University of Toronto - Fall 1996
Department of Computer Science

CSC 148H: INTRODUCTION TO COMPUTER SCIENCE



Old Announcements -- Week 10



Thursday 14 November: Typo in handbook

CSCA58S SECOND TERM TEST, SPRING 1996            Page 5 of 6

Question 4
(c) [10 marks]
        The second result statement should read:
        result leftCount + rightCount + 1


Wednesday 13 November: Assignment 3 ready

Assignment 3 is now available under the "tests and assignments page", or just click here. One small part is missing, but it should appear later today.

Monday 11 November: The second midterm

Click here for information about the midterm test on Wednesday.

Monday 11 November: Communication during recursion

Question: How does one initialize a variable within a recursive subprogram so that it is only initialized once. For example, in "frequency," I want to create a variable, "match," which will keep the total number of nodes with number values matching the input value. The problem is that every time the function calls itself, it would reinitialized it to 0.
Answer: I presume you mean something like this:
     function frequency (value : int, root : ^treeNode) : int
         var match : int := 0
         >> the rest of the function goes here ... <<
     end frequency
Variable `match' certainly would be initialized on every call to frequency, but remember that there is not just one variable called `match'. Every call to frequency has its own instance of this variable. (Look back at how we traced the factorial function in class.) And no call to frequency has access to the other instances of the variable. So recursive calls to frequency cannot contribute to the final answer by modifying a shared variable called `match'.

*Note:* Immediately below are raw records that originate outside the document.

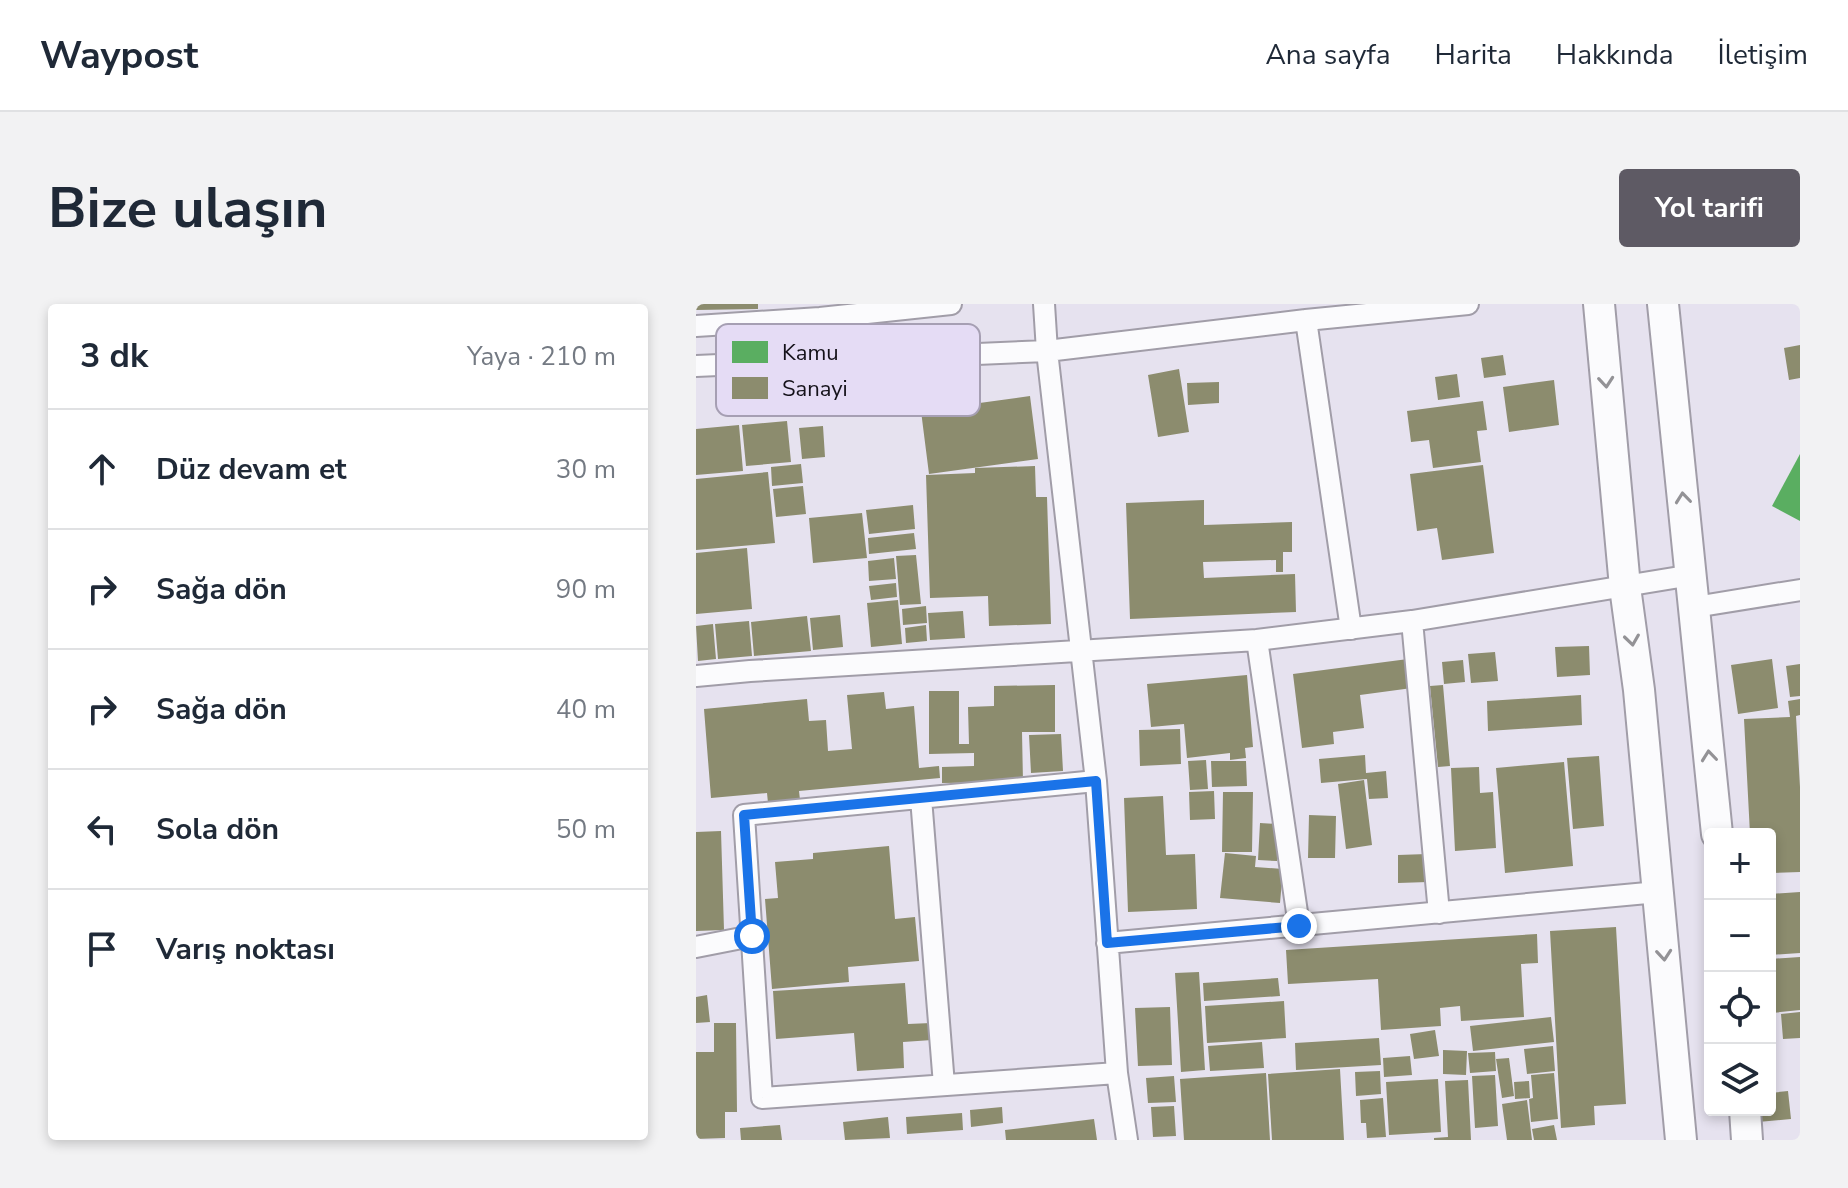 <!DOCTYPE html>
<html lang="tr">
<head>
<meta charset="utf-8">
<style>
  body { margin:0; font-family:"Nunito Sans",sans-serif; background:#f2f2f3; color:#1f2937 }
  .controls { position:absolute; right:24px; bottom:24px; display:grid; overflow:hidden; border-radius:8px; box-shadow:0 4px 12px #0003 }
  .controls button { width:72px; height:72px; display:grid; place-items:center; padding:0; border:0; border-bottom:2px solid #e0e1e3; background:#fff; color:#1f2937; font:40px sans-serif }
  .stop { position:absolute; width:24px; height:24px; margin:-18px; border:6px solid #1a73e8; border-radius:50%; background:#fff }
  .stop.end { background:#1a73e8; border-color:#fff; box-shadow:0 2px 8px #0008 }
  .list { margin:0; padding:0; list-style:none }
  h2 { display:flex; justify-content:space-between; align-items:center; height:104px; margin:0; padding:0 32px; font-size:34px }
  h2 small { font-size:26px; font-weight:400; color:#747a83 }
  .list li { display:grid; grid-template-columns:52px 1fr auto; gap:24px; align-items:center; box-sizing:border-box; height:120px; padding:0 32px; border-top:2px solid #e0e1e3 }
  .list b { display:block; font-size:30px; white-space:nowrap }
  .list em { font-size:26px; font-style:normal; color:#747a83 }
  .icon { flex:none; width:44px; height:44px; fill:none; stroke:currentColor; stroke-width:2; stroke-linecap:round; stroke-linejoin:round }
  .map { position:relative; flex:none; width:1104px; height:836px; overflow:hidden; border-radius:8px }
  header { display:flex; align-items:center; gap:48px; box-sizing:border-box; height:112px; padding:0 40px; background:#fff; border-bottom:2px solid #e0e1e3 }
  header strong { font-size:38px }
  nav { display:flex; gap:44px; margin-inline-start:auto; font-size:28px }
  .intro { display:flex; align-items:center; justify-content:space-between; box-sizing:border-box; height:192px; padding:0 48px }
  h1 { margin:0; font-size:56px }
  .button { padding:20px 36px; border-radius:8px; background:#5e5a64; color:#fff; font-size:28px; font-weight:700 }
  main { display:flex; gap:48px; padding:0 48px }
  aside { flex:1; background:#fff; border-radius:8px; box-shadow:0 4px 12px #0003 }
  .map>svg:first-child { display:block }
  .public { fill:#5aae61 }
  .industry { fill:#8c8c6e }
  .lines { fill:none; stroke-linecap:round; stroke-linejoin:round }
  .street-casing { stroke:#a19da8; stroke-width:24 }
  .secondary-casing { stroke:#a19da8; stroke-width:34 }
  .street { stroke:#fbfbfd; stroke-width:20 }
  .secondary { stroke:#fbfbfd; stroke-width:30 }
  .oneway { stroke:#939296 }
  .route { stroke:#1a73e8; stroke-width:10 }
  .key { fill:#e5dcf5; stroke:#a69fb3; stroke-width:2 }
  .key-label { font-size:22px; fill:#141119 }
</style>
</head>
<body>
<header>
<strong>Waypost</strong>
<nav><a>Ana sayfa</a><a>Harita</a><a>Hakkında</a><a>İletişim</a></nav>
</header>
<div class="intro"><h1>Bize ulaşın</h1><a class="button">Yol tarifi</a></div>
<main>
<aside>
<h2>3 dk<small>Yaya · 210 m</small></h2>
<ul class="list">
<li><svg class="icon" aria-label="ahead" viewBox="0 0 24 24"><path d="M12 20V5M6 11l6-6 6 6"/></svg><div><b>Düz devam et</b></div><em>30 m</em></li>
<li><svg class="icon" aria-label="right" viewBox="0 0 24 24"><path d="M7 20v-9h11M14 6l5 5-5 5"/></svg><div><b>Sağa dön</b></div><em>90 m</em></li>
<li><svg class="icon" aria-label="right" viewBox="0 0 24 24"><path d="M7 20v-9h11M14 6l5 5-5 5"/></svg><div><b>Sağa dön</b></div><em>40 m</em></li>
<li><svg class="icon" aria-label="left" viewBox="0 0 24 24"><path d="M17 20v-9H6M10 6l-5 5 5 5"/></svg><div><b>Sola dön</b></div><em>50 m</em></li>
<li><svg class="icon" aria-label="arrive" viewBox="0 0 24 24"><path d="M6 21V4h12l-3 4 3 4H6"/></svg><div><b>Varış noktası</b></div></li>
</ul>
</aside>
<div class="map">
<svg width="1104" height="836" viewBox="0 0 1104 836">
  <rect width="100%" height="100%" fill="#e6e2ef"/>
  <path class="public" d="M1104,150V217L1076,202Z"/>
  <path class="industry" d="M0,0H62V5L0,6Z
    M1104,41V74L1093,76L1088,44Z
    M807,51L810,71L788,74L785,54Z
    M483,65L493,128L462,133L452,71Z
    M761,70L764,93L742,96L739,73Z
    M858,76L863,121L813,128L807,83Z
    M523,78V99L492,101L491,79Z
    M334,92L342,155L233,170L225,107Z
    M787,97L791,126L781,127L785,158L737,164L733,136L715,138L711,107Z
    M91,117L95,158L50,162L46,121Z
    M43,121L47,167L0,171V125Z
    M127,122L129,153L106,155L103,124Z
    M105,160L107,179L76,182L75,163Z
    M787,161L798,249L746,256L741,224L721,227L714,170Z
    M339,162L340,193H351L355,320L293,322L292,292L234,294L230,171L279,169V164Z
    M72,168L79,239L0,246V175Z
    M107,182L110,210L80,213L77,185Z
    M508,196V221L596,218V248H587V268H580V256L507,258L508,274L599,270L600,308L434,315L430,199Z
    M217,201L219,225L173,230L170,206Z
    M166,209L171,254L117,259L113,214Z
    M218,229L220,245L173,250L172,234Z
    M51,244L56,305L0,310V249Z
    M220,251L225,300L204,301L200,252Z
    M198,254L200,275L173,277L172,257Z
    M200,279L201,293L175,296L173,282Z
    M202,296L206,340L175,343L171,299Z
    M230,302L231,319L207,321L206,305Z
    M267,307L269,334L234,336L232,309Z
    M144,311L147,343L117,346L114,314Z
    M111,312L115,347L58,352L55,318Z
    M53,317L56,352L22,355L19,320Z
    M17,320L20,355L2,357L0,322Z
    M230,321L231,337L210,339L209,324Z
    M893,342L894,371L861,373L859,343Z
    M799,348L802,377L775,379L772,350Z
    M712,355L716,384L664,391L668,424L637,428L638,440L606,444L597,370Z
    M1076,355L1082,404L1042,410L1035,361Z
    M767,356L769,378L748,380L746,358Z
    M1104,360V392L1094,393L1090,362Z
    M551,371L557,443L549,444L550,454L534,456V449L491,454L488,420L455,423L451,380Z
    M359,381V428H326L327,478L246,479V463L278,462V449L233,450V387H263V440H273L272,403L298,402V382Z
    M747,381L754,462L742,463L734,382Z
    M188,388L190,405L218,402L223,464L243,462L244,474L103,487L104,496L72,499L71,489L15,494L8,405L111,395L113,417L130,416L132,447L156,445L151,391Z
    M885,391L886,421L792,427L791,397Z
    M1104,395V411L1100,412L1104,483V568L1075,569L1074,530H1054L1048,415L1094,413L1092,397Z
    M484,425L485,460L444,462L443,426Z
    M365,430L367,467L335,469L333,431Z
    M669,451L670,469L690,467L692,494L673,495L671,475L625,479L623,455Z
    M903,452L908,522L877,525L871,454Z
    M510,456L512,485L494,486L492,457Z
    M515,457H550L551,482L516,483Z
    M868,458L877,562L809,569L800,464Z
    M783,463L784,489L797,488L800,544L759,547L755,464Z
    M668,476L676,541L650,545L642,480Z
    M518,487L519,515L494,516L493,488Z
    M527,488H557L556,548H526Z
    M467,492L470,551L499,550L501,605L432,608L428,494Z
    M613,511L640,512L639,554H612Z
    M564,519L583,520L581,557L562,556Z
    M25,527L28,626L0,627V528Z
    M193,542L199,615L219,613L223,657L152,663L153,678L76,685L69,595L82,594L79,558L117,555V549Z
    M529,549L560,552L559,563L587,565L584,599L524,594Z
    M731,550L732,578L702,579V551Z
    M1104,588V649L1074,651V590Z
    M920,623L930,800L898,802L899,821L865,824L854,627Z
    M841,630L842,659L825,660L828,713L765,717L764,702L744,704L745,722L685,726L682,675L592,680L590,646Z
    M1104,653V706L1076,709L1074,655Z
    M503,668L509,766L485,768L479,669Z
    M582,674L584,692L508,697L507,679Z
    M209,679L212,720L235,719L236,736L207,738L208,764L161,767L158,729L80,735L77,687Z
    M11,691L14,718L0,719V693Z
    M588,697L590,734L511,739L509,702Z
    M474,703L476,761L442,762L439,704Z
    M1104,708V734L1087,735L1085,710Z
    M855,713L858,738L777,747L774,722Z
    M18,719H40L41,808H29V834L0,835V748H18Z
    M739,726L743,752L718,755L714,730Z
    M683,734L685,761L600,766L599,739Z
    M566,738L568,764L514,767L512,742Z
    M857,742L859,767L831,770L828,745Z
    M747,746L771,747L770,771L747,770Z
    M799,748L800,767L774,769L772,749Z
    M714,752L716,771L688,773L687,754Z
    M813,754L818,792L806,794L800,755Z
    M644,765L648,836H576L572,770Z
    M684,767L685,790L660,792L659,768Z
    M570,769L574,836H488L484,775Z
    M858,769L862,815L835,818L833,795L837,794L835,771Z
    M799,771L802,822L779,824L776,772Z
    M478,772L480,798L452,799L450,774Z
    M742,775L745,828L693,831L690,778Z
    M772,776L775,836H738V834L752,833L749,777Z
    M833,777L834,794L819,795L818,778Z
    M1092,787L1095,815L1062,818L1061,806H1074V789Z
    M687,794L690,833L671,834L670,819H665L664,796Z
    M831,796L836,836H811L806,800Z
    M478,802L480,832L457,833L455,803Z
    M306,803L307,819L275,823L274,806Z
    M266,809L267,826L211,830L210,813Z
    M192,813L194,834L149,836L147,818Z
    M398,815L401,836H310L309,826Z
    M84,821L86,836H45L44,824Z
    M858,821L861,836H838L836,825Z"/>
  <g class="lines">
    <defs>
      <path id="street" d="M348,0L351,47L400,477L421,769L431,836
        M610,16L655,325
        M0,22L124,14L255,0
        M0,62L351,47L610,16L772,0
        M999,303L1104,286
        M716,317L743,609
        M561,336L603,622
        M0,372L54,367L561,336L716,317L996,271
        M400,477L48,511L66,794L421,769
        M225,494L248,781
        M411,639L962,588
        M0,643L56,632"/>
      <path id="secondary" d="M903,0L929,283L943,386L985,836
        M967,0L1021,530
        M1049,806L1051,836"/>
    </defs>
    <use href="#street" class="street-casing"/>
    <use href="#secondary" class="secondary-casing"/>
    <use href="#street" class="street"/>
    <use href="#secondary" class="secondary"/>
  </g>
  <defs><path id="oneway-chevron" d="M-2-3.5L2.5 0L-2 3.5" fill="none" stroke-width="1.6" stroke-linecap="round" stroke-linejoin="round" transform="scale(2)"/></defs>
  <g class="oneway">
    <use href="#oneway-chevron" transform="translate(910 78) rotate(85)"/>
    <use href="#oneway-chevron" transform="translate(987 194) rotate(-96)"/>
    <use href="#oneway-chevron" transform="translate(936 336) rotate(82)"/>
    <use href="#oneway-chevron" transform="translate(1013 452) rotate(-96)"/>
    <use href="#oneway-chevron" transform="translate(968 651) rotate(85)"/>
  </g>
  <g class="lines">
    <path class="route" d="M56,632L48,511L400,477L411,639L603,622"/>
  </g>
  <rect x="20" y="20" width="264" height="92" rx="12" class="key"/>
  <rect x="36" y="37" width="36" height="22" fill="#5aae61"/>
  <rect x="36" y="73" width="36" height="22" fill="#8c8c6e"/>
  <g class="key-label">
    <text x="86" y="56">Kamu</text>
    <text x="86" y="92">Sanayi</text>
  </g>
</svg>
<div class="controls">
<button>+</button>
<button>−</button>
<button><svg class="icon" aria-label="locate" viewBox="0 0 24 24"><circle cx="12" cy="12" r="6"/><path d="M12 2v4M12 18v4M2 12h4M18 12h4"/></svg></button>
<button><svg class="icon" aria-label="layers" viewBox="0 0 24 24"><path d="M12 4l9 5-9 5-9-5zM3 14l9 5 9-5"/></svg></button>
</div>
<div class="stop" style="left:56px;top:632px"></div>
<div class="stop end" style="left:603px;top:622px"></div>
</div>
</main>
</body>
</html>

You are thinking the wrong way about how communication between instances of the function should work. When your frequency function calls itself with a smaller problem to solve (ie a smaller tree), the old and new instances of the function should not communicate via this answer variable. They should communicate exclusively through the function call itself -- the parameters and the returned value.

It will help if you think about the answer (that frequency should give back) in terms of answers to smaller instances of the problem. (Remember how we solved factorial the "lazy" way in class?) The questions on slides 328-331 try to lead you to think this way.